Сейчас сложно не думать о том, что наша повседневность (а Москва последних лет уже совсем совпала с обобщенным образом мирной европейской столицы с велосипедными дорожками, некрупными кафе и полной неготовностью к опасности, откуда бы она ни исходила) имеет оборотную сторону и что странноватая апатия, которая сопровождает сейчас любое высказывание, размещенное в съежившемся публичном пространстве, обеспечена тем, что уже полгода неподалеку от кафе и дорожек идет война, похожая на все, о чем в детстве приходилось читать.
И что есть люди, в том числе за соседним столиком, которым как раз эта двухъярусная конструкция кажется естественной, объяснимой.
Не так давно я читала статью, написанную психотерапевтом, клиентуру которого составляют мои ровесники, московские жители лет 35–45, обремененные советским детством, умягченные годами сравнительного благополучия. Где-то по ходу текста приводится один сон; перескажу, как запомнила тогда. Вышел новый закон, рассказывает сновидица: теперь тех, кто теряет документы, приговаривают к расстрелу, а я как раз потеряла паспорт, и сразу же за мной пришли. Дома все страшно расстроены, но делать нечего, я собираю вещи, мама говорит: ну нет, конечно, расстреливать не будут, ограничатся ссылкой. И действительно, меня не расстреляли, и вот я сижу в стылом вагоне, и поезд идет куда-то. И я думаю: надо же, я ведь всегда знала, что так и будет. Что моя домашняя жизнь, все это детство, весь этот наш обиход с его мелкими заботами – что все это ненадолго, что кончится вот этим, что ничего, кроме этого вагона, нет. Что я для него родилась.

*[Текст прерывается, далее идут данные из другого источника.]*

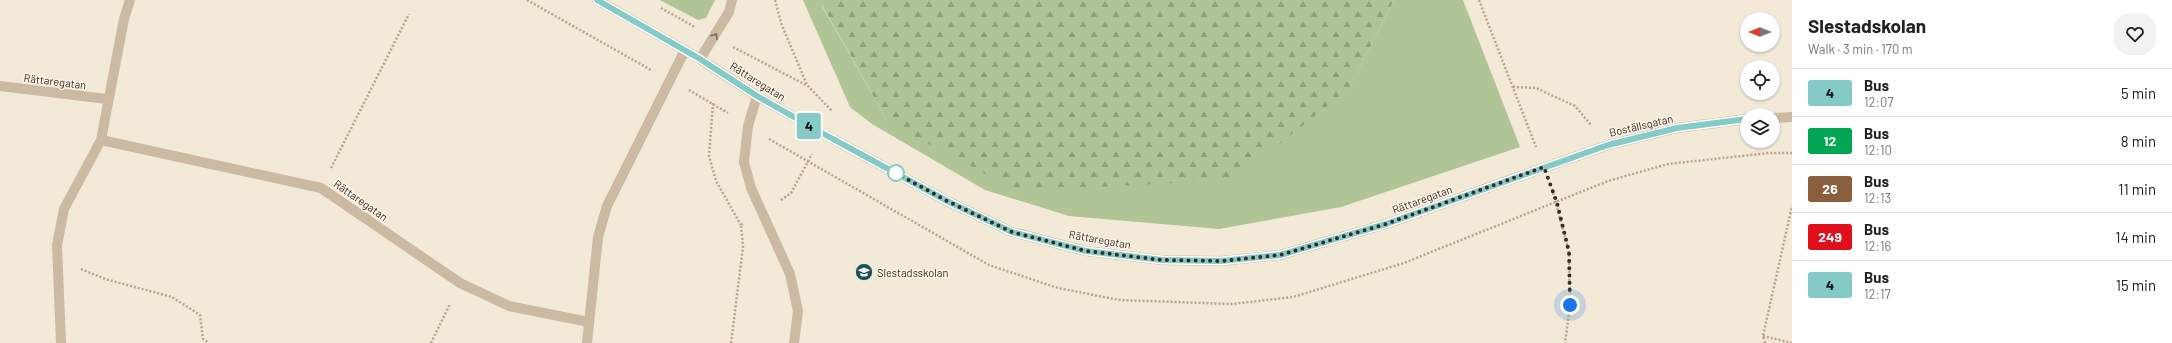 <!DOCTYPE html>
<meta charset="utf-8">
<style>
body{margin:0;font-family:Barlow,sans-serif;background:#f2f2f2;color:#222;height:100vh;display:flex;flex-direction:column;font-size:15px;white-space:nowrap}
*{box-sizing:border-box;margin:0}
p{font-size:13px;color:#767676}
.icon{flex:none;width:22px;height:22px;fill:none;stroke:currentColor;stroke-width:2;stroke-linecap:round;stroke-linejoin:round}
.map{position:relative;flex:1;overflow:hidden}
.sheet{display:flex;flex-direction:column;background:#fff;width:380px}
.sheet>*{flex:none}
.badge{padding:0 8px;border-radius:3px;font-size:14px;line-height:26px}
.needle{width:26px;rotate:270deg}
.buttons{position:absolute;left:1740px;top:12px;display:grid;gap:8px}
.buttons a{display:grid;place-items:center;width:40px;height:40px;border-radius:50%;background:#fff;box-shadow:0 1px 3px #0004;font-size:20px}
.you{position:absolute;width:20px;height:20px;margin:-10px;border:3px solid #fff;border-radius:50%;background:#1a73e8;box-shadow:0 0 0 6px #1a73e833}
.map>.badge{position:absolute;translate:-50% -50%;box-shadow:0 0 0 2px #fff}
.round{display:grid;place-items:center;flex:none;width:42px;height:42px;border-radius:16px;background:#f2f2f2}
.summary{display:flex;align-items:center;justify-content:space-between;height:68px;padding:0 16px}
h1{font-size:19px;font-weight:700;line-height:30px}
ul{padding:0;list-style:none}
li{display:flex;align-items:center;gap:12px;height:48px;padding:0 16px;border-top:1px solid #e0e0e0}
li div{flex:1}
li b{display:block;font-size:15px}
li em{font-style:normal}
li .badge{min-width:44px;font-weight:700;text-align:center}
main{display:flex;flex:1;min-height:0}
.map>svg:first-child{display:block}
.green{fill:#b0c496}
.forest{fill:url(#forest-firs)}
.lines{fill:none;stroke-linecap:round;stroke-linejoin:round}
.path{stroke:#b8a38c;stroke-width:2.5;stroke-dasharray:2 2;stroke-linecap:butt}
.lane{stroke:#ccb9a2;stroke-width:10}
.street{stroke:#ccb9a2;stroke-width:10}
.oneway{stroke:#7a6b5d}
.line-casing{stroke:#fff;stroke-width:9}
.line{stroke:#84cac6;stroke-width:6}
.walk{stroke:#362c25;stroke-width:4;stroke-dasharray:0 7.2}
.stop-dot{fill:#fff;stroke:#84cac6;stroke-width:2}
.labels{text-anchor:middle;dominant-baseline:central;stroke-width:3;stroke-linejoin:round;paint-order:stroke}
.street-label{font-size:11px;fill:#362c25;stroke:#fbf2e4}
.poi-label{font-size:11px;fill:#362c25;stroke:#fbf2e4;text-anchor:start}
</style>
<main>
<div class="map">
<svg width="1792" height="343" viewBox="0 0 1792 343">
<defs>
<pattern id="forest-firs" width="22" height="20" patternUnits="userSpaceOnUse"><rect width="22" height="20" fill="#b0c496"/><path d="M5 1l3.5 6h-7zM16 11l3.5 6h-7z" fill="#909f7a"/></pattern>
</defs>
<rect width="100%" height="100%" fill="#f3e9d7"/>
<g class="green">
<path d="M 660,0 L 715,0 L 706,18 L 698,20 Z"/>
<path d="M 803,0 L 823,0 L 822,6 L 888,122 L 1348,90 L 1394,0 L 1463,0 L 1520,147 L 1341,207 L 1219,229 L 1069,216 L 985,190 L 872,124 L 850,107 Z"/>
</g>
<path class="forest" d="M 823,0 L 1394,0 L 1348,90 L 1233,180 L 1017,191 L 888,122 L 822,5 Z"/>
<g class="lines">
<g class="path">
<path d="M 527,0 L 651,70"/>
<path d="M 775,0 L 781,23 L 807,85 L 831,110 L 830,112"/>
<path d="M 1479,0 L 1536,147"/>
<path d="M 661,8 L 695,27"/>
<path d="M 733,47 L 806,85"/>
<path d="M 1513,87 L 1536,88 L 1575,106 L 1592,126"/>
<path d="M 689,90 L 728,113"/>
<path d="M 713,103 L 709,156 L 716,181 L 741,225"/>
<path d="M 769,139 L 989,265 L 1058,288 L 1119,300 L 1232,304 L 1293,297 L 1404,263 L 1608,181 L 1668,164 L 1769,153 L 1792,153"/>
<path d="M 331,168 L 409,14"/>
<path d="M 1552,189 L 1569,252 L 1570,305 L 1565,343"/>
<path d="M 781,200 L 791,193 L 812,154"/>
<path d="M 81,269 L 105,279 L 172,297 L 200,315 L 203,339 L 209,343"/>
<path d="M 1763,336 L 1792,343"/>
<path d="M 431,343 L 450,304"/>
<path d="M 731,343 L 743,247 L 741,225 L 743,224"/>
<path d="M 1765,343 L 1763,336 L 1792,206"/>
</g>
<g class="lane">
<path d="M 700,59 L 729,12 L 732,0"/>
<path d="M 757,96 L 748,126 L 744,162 L 751,188 L 790,274 L 798,311 L 794,343"/>
</g>
<g class="street">
<path d="M 597,0 L 700,59 L 757,96 L 822,133 L 947,201 L 1012,232 L 1086,251 L 1162,260 L 1221,261 L 1280,255 L 1386,224 L 1608,145 L 1677,128 L 1747,119"/>
<path d="M 0,86 L 107,99"/>
<path d="M 1773,118 L 1792,117"/>
<path d="M 101,140 L 321,188 L 460,283 L 509,306 L 589,322"/>
<path d="M 61,343 L 57,245 L 64,209 L 101,140 L 124,19 L 130,0"/>
<path d="M 587,343 L 598,237 L 607,206 L 685,50"/>
</g>
</g>
<defs><path id="oneway-chevron" d="M-2-3.5L2.5 0L-2 3.5" fill="none" stroke-width="1.6" stroke-linecap="round" stroke-linejoin="round"/></defs>
<use class="oneway" href="#oneway-chevron" transform="translate(715 36) rotate(-58)"/>
<g class="lines">
<defs>
<path id="line" d="M 597,0 L 700,59 L 757,96 L 822,133 L 947,201 L 1012,232 L 1086,251 L 1162,260 L 1221,261 L 1280,255 L 1386,224 L 1608,145 L 1677,128 L 1747,119"/>
</defs>
<use href="#line" class="line-casing"/>
<use href="#line" class="line"/>
<path class="walk" d="M 896,173 L 947,201 L 1012,232 L 1086,251 L 1162,260 L 1221,261 L 1280,255 L 1386,224 L 1544,167 L 1557,203 L 1569,252 L 1570,305"/>
</g>
<defs>
<symbol id="school-disc" viewBox="-11 -11 22 22"><circle r="9.5" fill="#17515c" stroke="#fbf2e4"/><path d="M0-5L7-2L0 1L-7-2ZM-4 1L0 2.5L4 1V4Q0 6-4 4Z" fill="#fff"/></symbol>
</defs>
<g fill-rule="evenodd">
<use href="#school-disc" x="854" y="262" width="20" height="20"/>
</g>
<circle class="stop-dot" cx="896" cy="173" r="8"/>
<g class="labels">
<g class="street-label">
<text transform="translate(55 81) rotate(7)">Rättaregatan</text>
<text transform="translate(758 81) rotate(32)">Rättaregatan</text>
<text transform="translate(1641 125) rotate(-13)">Boställsgatan</text>
<text transform="translate(1422 199) rotate(-20)">Rättaregatan</text>
<text transform="translate(361 200) rotate(35)">Rättaregatan</text>
<text transform="translate(1100 239) rotate(10)">Rättaregatan</text>
</g>
<g class="poi-label">
<text x="877" y="272">Slestadsskolan</text>
</g>
</g>
</svg>
<div class="buttons">
<a><svg class="needle" viewBox="-14 -14 28 28"><path d="M0-13l5 13h-10z" fill="#e53935"/><path d="M0 13l5-13h-10z" fill="#767676"/></svg></a>
<a><svg class="icon" aria-label="locate" viewBox="0 0 24 24"><circle cx="12" cy="12" r="6"/><path d="M12 2v4M12 18v4M2 12h4M18 12h4"/></svg></a>
<a><svg class="icon" aria-label="layers" viewBox="0 0 24 24"><path d="M12 4l9 5-9 5-9-5zM3 14l9 5 9-5"/></svg></a>
</div>
<div class="you" style="left:1570px;top:305px"></div>
<b class="badge" style="left:809px;top:126px;background:#84cac6;color:#111">4</b>
</div>
<section class="sheet">
<div class="summary"><div><h1>Slestadskolan</h1><p>Walk · 3 min · 170 m</p></div><a class="round"><svg class="icon" aria-label="heart" viewBox="0 0 24 24"><path d="M12 20l-8-8c-3-5 5-10 8-4 3-6 11-1 8 4z"/></svg></a></div>
<ul>
<li><span class="badge" style="background:#84cac6;color:#111">4</span><div><b>Bus</b><p>12:07</p></div><em>5 min</em></li>
<li><span class="badge" style="background:#00a651;color:#fff">12</span><div><b>Bus</b><p>12:10</p></div><em>8 min</em></li>
<li><span class="badge" style="background:#8b5e3c;color:#fff">26</span><div><b>Bus</b><p>12:13</p></div><em>11 min</em></li>
<li><span class="badge" style="background:#e10e1c;color:#fff">249</span><div><b>Bus</b><p>12:16</p></div><em>14 min</em></li>
<li><span class="badge" style="background:#84cac6;color:#111">4</span><div><b>Bus</b><p>12:17</p></div><em>15 min</em></li>
</ul>
</section>
</main>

Психологу тут приходится пояснить, что сон этот типичный, его разновидности снятся в нынешней России едва ли не каждому. И все, что снится, снится про одно: про глубокое неверие в мягкую поверхность этого мира – и что достаточно встряхнуть его, чтобы вернуться к ледяной основе, к черствому «свой-чужой» и к простому знанию: случиться может все что угодно.
События последних двух лет, все еще кажущиеся невероятными, комическими, макабрическими, как раз иллюстрируют этот тезис. Кажется, нет абсурдного закона, который не имел бы шансов быть принятым, – при этом недоумение, возмущение, огласка только подстегивают законодателей. Нет и ситуации, которую можно было бы считать немыслимой. Война с Украиной, освобождение Ходорковского, запрет на пармезан – все это уже не вызывает удивления: ночью все лебеди черные. Пределы допустимого раздвинулись до горизонта, логические доводы не работают, бытовой прагматизм не спасает: словно попадание в турбулентную зону сдвигает пропорции, смещает акценты – и устраняет саму возможность коридора, ясной перспективы, видов на будущее. Что, возможно, и является потайным смыслом происходящего, его реальной задачей.